Ultimately, Mexico passed legislation that has resulted in around 2.4 million domestic workers having written contracts and benefits, including paid time off. CACEH had been doing the work on the ground for years, but Participant helped shine a spotlight on the issue.

Which organisations or processes have you worked with and what did they bring to the issues?
When I think about authentic representation in film and TV, it’s not just about how many people are being represented but how they’re being represented. To this end, my role serves as a resource for our filmmaking community to support them with what they need to maximise their creative vision.
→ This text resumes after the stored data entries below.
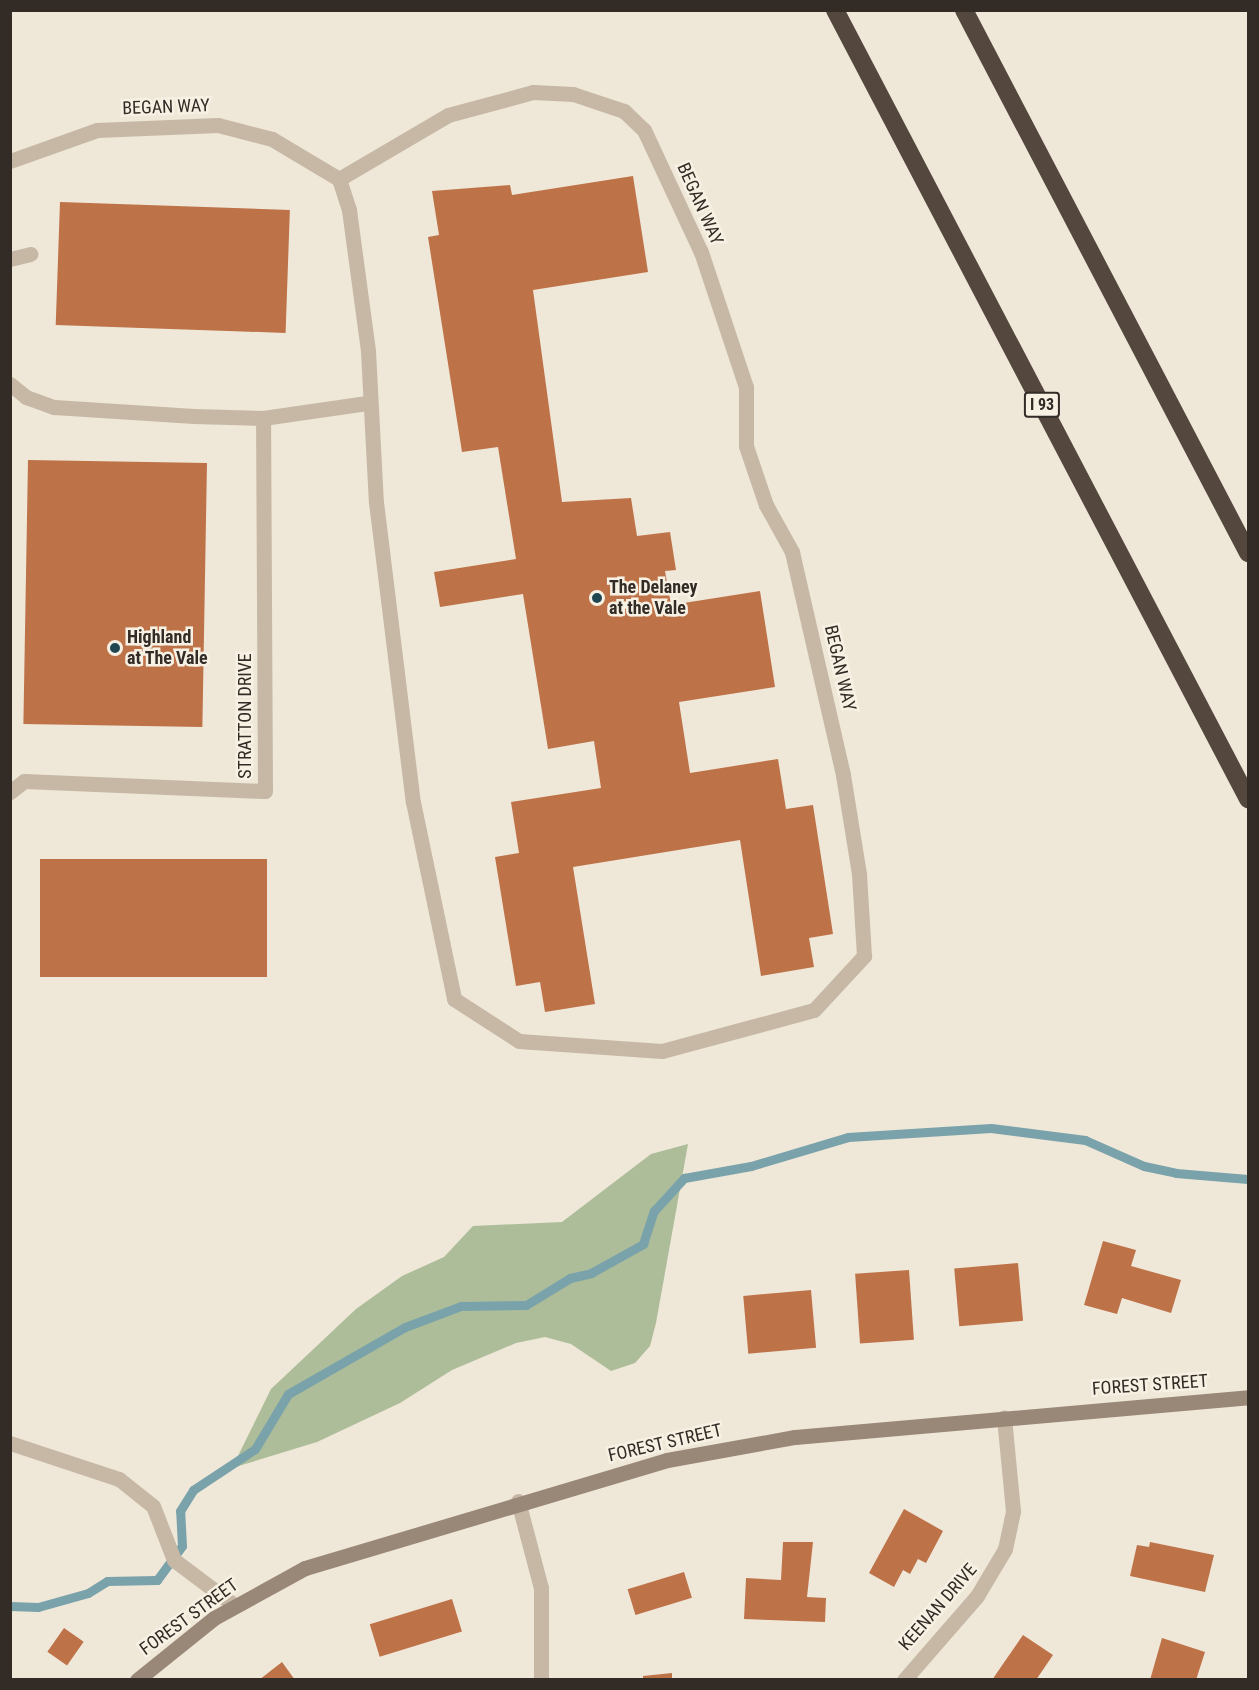 <!DOCTYPE html>
<style>
body{margin:0}
#map{position:relative;width:1259px;height:1690px;overflow:hidden;background:#efe7d8;font-family:"Roboto Condensed",sans-serif}
div>[style]{position:absolute}
.green>*{inset:0;background:#adbd9a}
.stream>*{height:9px;margin:-4.5px;padding:0 4.5px;transform-origin:4.5px;border-radius:4.5px;background:#79a2aa}
.building>*{inset:0;background:#be7248;transform-origin:0 0}
.service>*{height:15px;margin:-7.5px;padding:0 7.5px;transform-origin:7.5px;border-radius:7.5px;background:#c6b8a5}
.minor>*{height:15px;margin:-7.5px;padding:0 7.5px;transform-origin:7.5px;border-radius:7.5px;background:#c6b8a5}
.secondary>*{height:15px;margin:-7.5px;padding:0 7.5px;transform-origin:7.5px;border-radius:7.5px;background:#998777}
.motorway>*{height:18px;margin:-9px;padding:0 9px;transform-origin:9px;border-radius:9px;background:#53473e}
.dots>*{width:16px;height:16px;translate:-50% -50%;box-sizing:border-box;border:3px solid #f7f1e4;border-radius:50%}
span{translate:-50% -50%;white-space:nowrap;text-align:center;line-height:1.15;-webkit-text-stroke:5px #f7f1e4;paint-order:stroke}
.shield-label span{padding:2px 4px;background:#f7f1e4;border:2px solid;border-radius:4px;-webkit-text-stroke-width:0}
.shield-label{font-size:16px;color:#322b26;font-weight:700}
.street-label{font-size:18px;color:#322b26}
.poi-label{font-size:18px;color:#322b26;font-weight:700}
.left{translate:0 -50%;text-align:left}
.frame{position:absolute;inset:0;border:12px solid #322b26;pointer-events:none}
</style>
<div id="map">
<div class="green">
<i style="clip-path:polygon(688px 1144px,656px 1323px,650px 1346px,635px 1363px,611px 1371px,571px 1344px,545px 1337px,516px 1343px,452px 1370px,400px 1403px,317px 1442px,232px 1468px,271px 1389px,356px 1309px,402px 1276px,444px 1257px,473px 1226px,562px 1222px,651px 1154px)"></i>
</div>
<div class="stream">
<i style="left:10px;top:1606px;width:28px;rotate:2deg"></i>
<i style="left:38px;top:1607px;width:52px;rotate:-15.6deg"></i>
<i style="left:88px;top:1593px;width:22px;rotate:-32deg"></i>
<i style="left:107px;top:1581px;width:50px;rotate:-1.1deg"></i>
<i style="left:157px;top:1580px;width:42px;rotate:-53.7deg"></i>
<i style="left:182px;top:1546px;width:35px;rotate:-93deg"></i>
<i style="left:180px;top:1511px;width:25px;rotate:-58deg"></i>
<i style="left:193px;top:1490px;width:74px;rotate:-33.5deg"></i>
<i style="left:255px;top:1449px;width:64px;rotate:-59deg"></i>
<i style="left:288px;top:1394px;width:135px;rotate:-29.8deg"></i>
<i style="left:405px;top:1327px;width:60px;rotate:-20.6deg"></i>
<i style="left:461px;top:1306px;width:65px;rotate:-0.9deg"></i>
<i style="left:526px;top:1305px;width:52px;rotate:-31.5deg"></i>
<i style="left:570px;top:1278px;width:22px;rotate:-13deg"></i>
<i style="left:591px;top:1273px;width:60px;rotate:-29.1deg"></i>
<i style="left:643px;top:1244px;width:35px;rotate:-72deg"></i>
<i style="left:654px;top:1211px;width:45px;rotate:-47.7deg"></i>
<i style="left:684px;top:1178px;width:68px;rotate:-10.2deg"></i>
<i style="left:751px;top:1166px;width:101px;rotate:-16.6deg"></i>
<i style="left:848px;top:1137px;width:143px;rotate:-3.6deg"></i>
<i style="left:991px;top:1128px;width:95px;rotate:7.3deg"></i>
<i style="left:1085px;top:1140px;width:64px;rotate:23.8deg"></i>
<i style="left:1144px;top:1166px;width:33px;rotate:12deg"></i>
<i style="left:1176px;top:1173px;width:72px;rotate:4.8deg"></i>
</div>
<div class="building">
<i style="clip-path:polygon(633px 176px,648px 272px,533px 290px,562px 502px,631px 498px,637px 536px,670px 532px,676px 570px,665px 571px,671px 605px,760px 591px,775px 687px,679px 702px,690px 773px,778px 759px,786px 809px,813px 805px,833px 934px,809px 938px,814px 967px,761px 976px,740px 840px,573px 867px,595px 1004px,545px 1012px,540px 982px,516px 986px,495px 857px,519px 853px,511px 802px,601px 788px,594px 741px,548px 749px,523px 594px,440px 607px,434px 572px,516px 559px,498px 447px,462px 452px,428px 237px,439px 235px,432px 191px,510px 185px,512px 195px)"></i>
<i style="left:60px;top:202px;width:230px;height:123px;rotate:2deg"></i>
<i style="left:28px;top:460px;width:179px;height:264px;rotate:1deg"></i>
<i style="left:40px;top:859px;width:227px;height:118px"></i>
<i style="clip-path:polygon(1103px 1241px,1136px 1250px,1131px 1266px,1181px 1280px,1171px 1313px,1122px 1298px,1117px 1314px,1084px 1305px)"></i>
<i style="left:1018px;top:1263px;width:58px;height:64px;rotate:85deg"></i>
<i style="left:909px;top:1270px;width:70px;height:54px;rotate:86deg"></i>
<i style="left:811px;top:1290px;width:58px;height:68px;rotate:85deg"></i>
<i style="clip-path:polygon(904px 1509px,943px 1531px,926px 1563px,918px 1559px,910px 1574px,903px 1570px,894px 1587px,869px 1573px)"></i>
<i style="clip-path:polygon(783px 1542px,813px 1542px,807px 1597px,826px 1598px,825px 1622px,744px 1619px,746px 1578px,781px 1580px)"></i>
<i style="clip-path:polygon(1150px 1542px,1214px 1555px,1205px 1592px,1130px 1576px,1137px 1545px,1149px 1547px)"></i>
<i style="left:684px;top:1572px;width:27px;height:59px;rotate:73deg"></i>
<i style="left:452px;top:1599px;width:34px;height:86px;rotate:73deg"></i>
<i style="left:64px;top:1628px;width:24px;height:29px;rotate:35deg"></i>
<i style="clip-path:polygon(1023px 1635px,1053px 1655px,1036px 1680px,992px 1680px)"></i>
<i style="clip-path:polygon(1162px 1638px,1205px 1652px,1196px 1680px,1150px 1680px)"></i>
<i style="clip-path:polygon(282px 1662px,295px 1680px,259px 1680px)"></i>
<i style="clip-path:polygon(672px 1673px,672px 1680px,643px 1680px,643px 1676px)"></i>
</div>
<div class="service">
<i style="left:339px;top:179px;width:33px;rotate:72deg"></i>
<i style="left:349px;top:210px;width:142px;rotate:82.3deg"></i>
<i style="left:368px;top:351px;width:151px;rotate:87deg"></i>
<i style="left:376px;top:502px;width:302px;rotate:83deg"></i>
<i style="left:413px;top:802px;width:201px;rotate:78.2deg"></i>
<i style="left:454px;top:999px;width:77px;rotate:32.9deg"></i>
<i style="left:519px;top:1041px;width:143px;rotate:4deg"></i>
<i style="left:662px;top:1051px;width:157px;rotate:-15.1deg"></i>
<i style="left:814px;top:1010px;width:74px;rotate:-47.2deg"></i>
<i style="left:10px;top:1443px;width:115px;rotate:18.3deg"></i>
<i style="left:119px;top:1479px;width:43px;rotate:38.5deg"></i>
<i style="left:153px;top:1506px;width:58px;rotate:68.7deg"></i>
<i style="left:174px;top:1560px;width:75px;rotate:36.9deg"></i>
</div>
<div class="minor">
<i style="left:10px;top:161px;width:92px;rotate:-19.6deg"></i>
<i style="left:97px;top:130px;width:121px;rotate:-2.4deg"></i>
<i style="left:218px;top:125px;width:56px;rotate:14.5deg"></i>
<i style="left:272px;top:139px;width:78px;rotate:30.8deg"></i>
<i style="left:339px;top:179px;width:126px;rotate:-30.4deg"></i>
<i style="left:448px;top:115px;width:88px;rotate:-15.1deg"></i>
<i style="left:533px;top:92px;width:40px;rotate:2.9deg"></i>
<i style="left:573px;top:94px;width:54px;rotate:18.4deg"></i>
<i style="left:624px;top:111px;width:28px;rotate:44deg"></i>
<i style="left:644px;top:130px;width:135px;rotate:65deg"></i>
<i style="left:701px;top:252px;width:142px;rotate:71.6deg"></i>
<i style="left:746px;top:387px;width:59px;rotate:90deg"></i>
<i style="left:746px;top:446px;width:62px;rotate:71.3deg"></i>
<i style="left:766px;top:505px;width:54px;rotate:61deg"></i>
<i style="left:792px;top:552px;width:229px;rotate:77.1deg"></i>
<i style="left:843px;top:775px;width:100px;rotate:80.8deg"></i>
<i style="left:859px;top:874px;width:82px;rotate:86.5deg"></i>
<i style="left:10px;top:259px;width:21px;rotate:-14deg"></i>
<i style="left:10px;top:384px;width:21px;rotate:39deg"></i>
<i style="left:26px;top:397px;width:30px;rotate:20deg"></i>
<i style="left:54px;top:407px;width:140px;rotate:3.7deg"></i>
<i style="left:194px;top:416px;width:69px;rotate:1.7deg"></i>
<i style="left:263px;top:418px;width:105px;rotate:-8.2deg"></i>
<i style="left:10px;top:792px;width:18px;rotate:-38deg"></i>
<i style="left:24px;top:781px;width:241px;rotate:2.4deg"></i>
<i style="left:265px;top:791px;width:373px;rotate:-90.3deg"></i>
<i style="left:518px;top:1501px;width:90px;rotate:75.2deg"></i>
<i style="left:541px;top:1588px;width:92px;rotate:90deg"></i>
<i style="left:904px;top:1680px;width:111px;rotate:-49deg"></i>
<i style="left:977px;top:1596px;width:55px;rotate:-59.2deg"></i>
<i style="left:1005px;top:1549px;width:39px;rotate:-78deg"></i>
<i style="left:1013px;top:1511px;width:94px;rotate:-95.5deg"></i>
</div>
<div class="secondary">
<i style="left:137px;top:1680px;width:99px;rotate:-38.8deg"></i>
<i style="left:214px;top:1618px;width:104px;rotate:-28.8deg"></i>
<i style="left:305px;top:1568px;width:378px;rotate:-16.6deg"></i>
<i style="left:667px;top:1460px;width:130px;rotate:-10.2deg"></i>
<i style="left:795px;top:1437px;width:455px;rotate:-5deg"></i>
</div>
<div class="motorway">
<i style="left:835px;top:10px;width:891px;rotate:62.37deg"></i>
<i style="left:964px;top:10px;width:613px;rotate:62.39deg"></i>
</div>
<div class="dots">
<i style="left:597px;top:598px;background:#1f4751"></i>
<i style="left:115px;top:648px;background:#1f4751"></i>
</div>
<div class="shield-label">
<span style="left:1042px;top:405px">I 93</span>
</div>
<div class="street-label">
<span style="left:166px;top:107px;rotate:-2deg">BEGAN WAY</span>
<span style="left:700px;top:204px;rotate:66deg">BEGAN WAY</span>
<span style="left:840px;top:668px;rotate:77deg">BEGAN WAY</span>
<span style="left:245px;top:716px;rotate:-90deg">STRATTON DRIVE</span>
<span style="left:1150px;top:1385px;rotate:-4deg">FOREST STREET</span>
<span style="left:665px;top:1443px;rotate:-13deg">FOREST STREET</span>
<span style="left:938px;top:1607px;rotate:-49deg">KEENAN DRIVE</span>
<span style="left:189px;top:1617px;rotate:-36deg">FOREST STREET</span>
</div>
<div class="poi-label">
<span class="left" style="left:609px;top:598px">The Delaney<br>at the Vale</span>
<span class="left" style="left:127px;top:648px">Highland<br>at The Vale</span>
</div>
<div class="frame"></div>
</div>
Sometimes this includes connecting them to issue-based experts or cultural consultants.
Some great organisations working in this field include: Think Tank For Inclusion and Equity, which is committed to creating more opportunities for accurate and authentic storytelling; CAPE, which advances Asian and Pacific Island representation in entertainment; Caring Across Generations, which works to create a world where everyone can age with dignity; Define American, which uses the power of narrative to humanise conversations about immigrants; the Latinx House, which celebrates and supports the Latinx community; the National Domestic Workers Alliance; IllumiNative, a Native woman-led racial and social-justice organisation; GLAAD, which helps drive acceptance of the LGBTQ community; RespectAbility, which strives to change how society views and values people with disabilities; and Storyline Partners, which works to ensure accurate and authentic entertainment narratives in popular culture.

Disney’s 2021 animated hit Encanto

Who do you look to for inspiration?
Our audiences! I’m inspired to see how audiences are helping to address the issue of DEI and representation in the entertainment industry. When people show up and support the entertainment that reflects the representation they want to see, they’re showing that these films and TV series can be successful. Movies like The Woman King and Encanto, and smaller films like Coda and our current documentary Descendant, are all examples of this. When audiences demand content that showcases more representation, more will get made.


Nicole Starr
Nicole Starr’s passion for leveraging the power of storytelling to inspire action drives her work at Participant, which has included the creation of social-impact and culture-change campaigns for such critically acclaimed films as Judas & the Black Messiah, American Utopia, RBG, On the Basis of Sex, An Inconvenient Sequel: Truth to Power and Academy Award winner Roma. She came to Participant with more than a decade of experience in the entertainment industry, including a six-year stint with 20th Century Fox Home Entertainment, where she built corporate partnerships around film and TV properties including Avatar, Life of Pi, the X-Men franchise and Glee.